In this exercise, reproduce all the entries that follow exactly.

*Supplied data:*
════════════════════
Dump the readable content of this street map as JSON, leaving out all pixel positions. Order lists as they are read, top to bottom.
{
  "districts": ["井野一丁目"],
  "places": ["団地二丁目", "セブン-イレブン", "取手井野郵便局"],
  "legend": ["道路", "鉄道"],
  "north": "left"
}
════════════════════
*Answer area:*
Dump the readable content of this street map as JSON, leaving out all pixel positions. Order lists as they are read, top to bottom.
{
  "districts": ["井野一丁目"],
  "places": ["団地二丁目", "セブン-イレブン", "取手井野郵便局"],
  "legend": ["道路", "鉄道"],
  "north": "left"
}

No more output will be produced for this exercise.